▸ **Task to complete**
Where "position" appears in a line of the entries below, that line should be copied.

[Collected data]
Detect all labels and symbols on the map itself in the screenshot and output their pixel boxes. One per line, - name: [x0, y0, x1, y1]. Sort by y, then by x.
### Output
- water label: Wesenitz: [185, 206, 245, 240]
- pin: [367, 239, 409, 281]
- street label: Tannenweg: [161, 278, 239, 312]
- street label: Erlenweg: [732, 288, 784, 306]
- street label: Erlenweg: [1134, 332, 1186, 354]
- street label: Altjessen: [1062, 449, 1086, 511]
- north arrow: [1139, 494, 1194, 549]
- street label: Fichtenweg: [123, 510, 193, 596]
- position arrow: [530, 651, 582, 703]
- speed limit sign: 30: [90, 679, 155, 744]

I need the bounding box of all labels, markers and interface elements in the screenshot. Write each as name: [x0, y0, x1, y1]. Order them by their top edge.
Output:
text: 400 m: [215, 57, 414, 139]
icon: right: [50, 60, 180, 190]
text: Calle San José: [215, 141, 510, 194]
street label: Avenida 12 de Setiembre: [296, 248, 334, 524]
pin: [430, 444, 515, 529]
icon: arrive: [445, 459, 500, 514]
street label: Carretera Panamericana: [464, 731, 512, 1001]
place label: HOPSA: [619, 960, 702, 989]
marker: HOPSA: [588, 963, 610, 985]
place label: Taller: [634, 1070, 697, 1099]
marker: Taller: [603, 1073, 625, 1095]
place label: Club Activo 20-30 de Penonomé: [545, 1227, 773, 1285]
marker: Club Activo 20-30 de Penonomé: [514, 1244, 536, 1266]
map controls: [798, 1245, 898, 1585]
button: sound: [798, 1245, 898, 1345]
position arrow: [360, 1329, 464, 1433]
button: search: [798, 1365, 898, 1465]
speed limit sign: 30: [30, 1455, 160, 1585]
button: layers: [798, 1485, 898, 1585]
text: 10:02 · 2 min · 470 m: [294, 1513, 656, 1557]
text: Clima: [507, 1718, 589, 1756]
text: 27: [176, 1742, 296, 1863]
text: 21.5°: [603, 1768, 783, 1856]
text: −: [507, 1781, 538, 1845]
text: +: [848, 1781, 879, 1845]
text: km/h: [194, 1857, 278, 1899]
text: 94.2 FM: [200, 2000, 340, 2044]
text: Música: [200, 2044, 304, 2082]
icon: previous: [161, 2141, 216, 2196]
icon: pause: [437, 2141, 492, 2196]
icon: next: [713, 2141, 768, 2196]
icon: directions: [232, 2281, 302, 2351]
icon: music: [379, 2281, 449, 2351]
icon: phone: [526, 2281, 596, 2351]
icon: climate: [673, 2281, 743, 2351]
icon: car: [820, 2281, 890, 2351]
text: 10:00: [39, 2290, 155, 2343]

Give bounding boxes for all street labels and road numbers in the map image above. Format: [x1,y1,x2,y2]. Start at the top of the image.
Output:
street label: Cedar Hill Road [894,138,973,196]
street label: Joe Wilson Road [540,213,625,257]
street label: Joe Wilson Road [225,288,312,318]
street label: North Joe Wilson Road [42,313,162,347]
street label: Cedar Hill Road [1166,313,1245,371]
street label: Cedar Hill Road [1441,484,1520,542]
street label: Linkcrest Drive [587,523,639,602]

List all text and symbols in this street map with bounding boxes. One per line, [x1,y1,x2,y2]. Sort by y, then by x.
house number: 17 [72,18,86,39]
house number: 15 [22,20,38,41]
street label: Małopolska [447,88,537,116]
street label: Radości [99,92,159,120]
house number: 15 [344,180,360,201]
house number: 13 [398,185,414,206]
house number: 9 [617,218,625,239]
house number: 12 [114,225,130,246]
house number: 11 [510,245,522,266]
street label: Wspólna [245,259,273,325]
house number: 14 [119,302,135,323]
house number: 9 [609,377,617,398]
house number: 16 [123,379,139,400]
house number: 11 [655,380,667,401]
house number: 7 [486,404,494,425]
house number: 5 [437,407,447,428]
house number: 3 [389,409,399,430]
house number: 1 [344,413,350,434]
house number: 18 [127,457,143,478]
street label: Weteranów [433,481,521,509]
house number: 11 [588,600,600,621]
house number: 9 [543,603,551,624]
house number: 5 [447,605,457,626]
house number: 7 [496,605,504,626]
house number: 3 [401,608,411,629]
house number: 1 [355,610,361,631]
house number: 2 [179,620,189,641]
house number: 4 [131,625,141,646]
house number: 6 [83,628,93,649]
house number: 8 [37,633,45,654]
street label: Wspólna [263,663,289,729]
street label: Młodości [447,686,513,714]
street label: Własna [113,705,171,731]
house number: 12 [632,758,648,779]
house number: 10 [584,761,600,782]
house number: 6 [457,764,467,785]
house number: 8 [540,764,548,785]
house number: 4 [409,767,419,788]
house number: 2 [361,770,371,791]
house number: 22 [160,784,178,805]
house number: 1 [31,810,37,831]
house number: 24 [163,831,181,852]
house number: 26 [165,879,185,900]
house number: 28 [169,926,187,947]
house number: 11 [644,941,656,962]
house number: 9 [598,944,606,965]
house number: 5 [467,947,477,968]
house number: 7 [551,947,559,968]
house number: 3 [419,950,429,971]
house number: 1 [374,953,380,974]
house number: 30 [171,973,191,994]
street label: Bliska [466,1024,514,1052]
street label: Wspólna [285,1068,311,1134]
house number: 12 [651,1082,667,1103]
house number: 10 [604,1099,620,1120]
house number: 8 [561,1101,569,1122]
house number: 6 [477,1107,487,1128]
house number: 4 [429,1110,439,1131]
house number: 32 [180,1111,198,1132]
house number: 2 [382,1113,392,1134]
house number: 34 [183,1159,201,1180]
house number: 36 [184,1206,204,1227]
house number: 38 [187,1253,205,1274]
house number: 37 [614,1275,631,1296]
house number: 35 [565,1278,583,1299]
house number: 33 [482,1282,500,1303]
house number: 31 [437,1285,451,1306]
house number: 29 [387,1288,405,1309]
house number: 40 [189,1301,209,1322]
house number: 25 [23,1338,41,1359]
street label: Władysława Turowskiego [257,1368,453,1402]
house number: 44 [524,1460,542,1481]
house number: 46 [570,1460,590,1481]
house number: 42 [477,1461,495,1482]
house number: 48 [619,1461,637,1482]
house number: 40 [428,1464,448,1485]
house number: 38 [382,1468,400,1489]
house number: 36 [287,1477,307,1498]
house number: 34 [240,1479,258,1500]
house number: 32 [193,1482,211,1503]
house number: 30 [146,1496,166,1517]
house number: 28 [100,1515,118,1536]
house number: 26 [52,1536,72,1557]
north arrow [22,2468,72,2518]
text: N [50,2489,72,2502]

▸ **Solution to this problem**
- position arrow: [530, 651, 582, 703]
position arrow: [360, 1329, 464, 1433]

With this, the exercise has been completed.